I am beginning to grow more and more comfortable in my own skin. Sometimes, however, I feel like I’m in between stages. I am SOOOO happy to have lost the weight that I have, and I feel sexier in my clothes. But, I still have so much left to lose, and I look forward and can see myself thin. I know that there are only a few people on this earth who look in the mirror naked and LOVE what they see. We are all socially conditioned to hate our bodies by the media and pop culture. So, when I am intimate with someone I have a difficult time allowing myself to believe they are truly attracted to my body even if all the signs are in place that they are. I hesitate when there is too much light in the room, I hide under blankets or don’t allow my clothing to be removed.
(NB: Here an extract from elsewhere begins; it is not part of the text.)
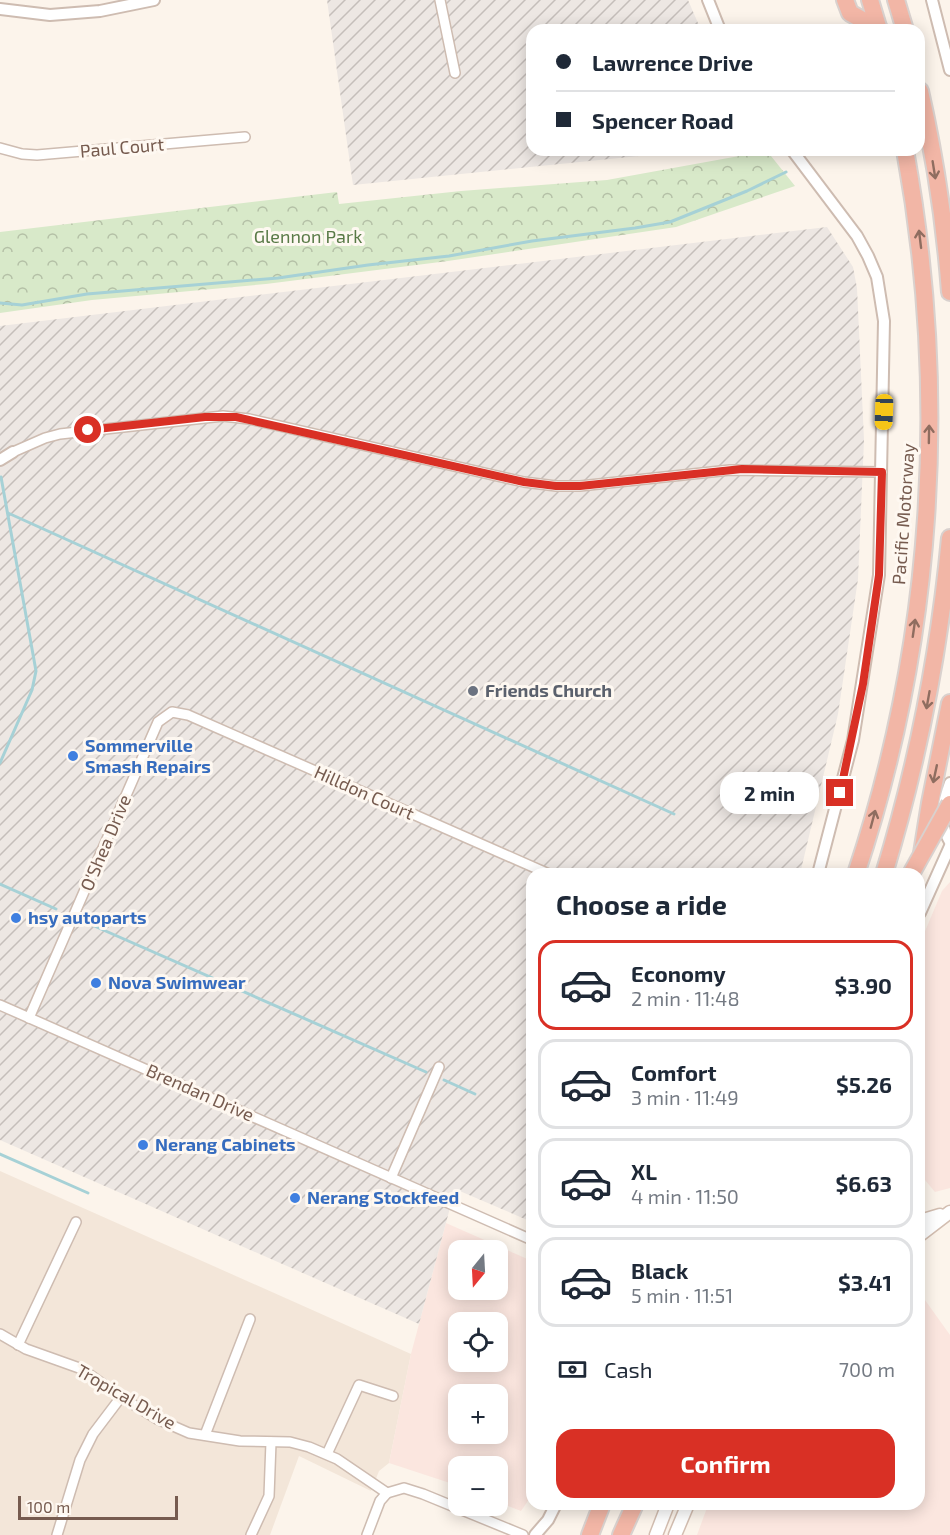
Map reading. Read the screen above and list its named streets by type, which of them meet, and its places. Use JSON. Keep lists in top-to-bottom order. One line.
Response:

While there are other things (obviously some trust issues caused by previous experiences) that make relationship difficult for me, I honestly believe this issue is the one that presents the most negativity. If I don’t feel attractive or sexy, then how can I believe that someone else does? And if I don’t believe what they say in that regard, then I can’t believe that their feelings for me are real, either. Ultimately, I end up with animosity and distrust for their feelings or intentions, no matter how genuine or legitimate they may be.
This is something I am working on daily. I know I can conquer this thing, just like I’ve conquered the rest of it. I just have to make sure my mind is healthy and happy.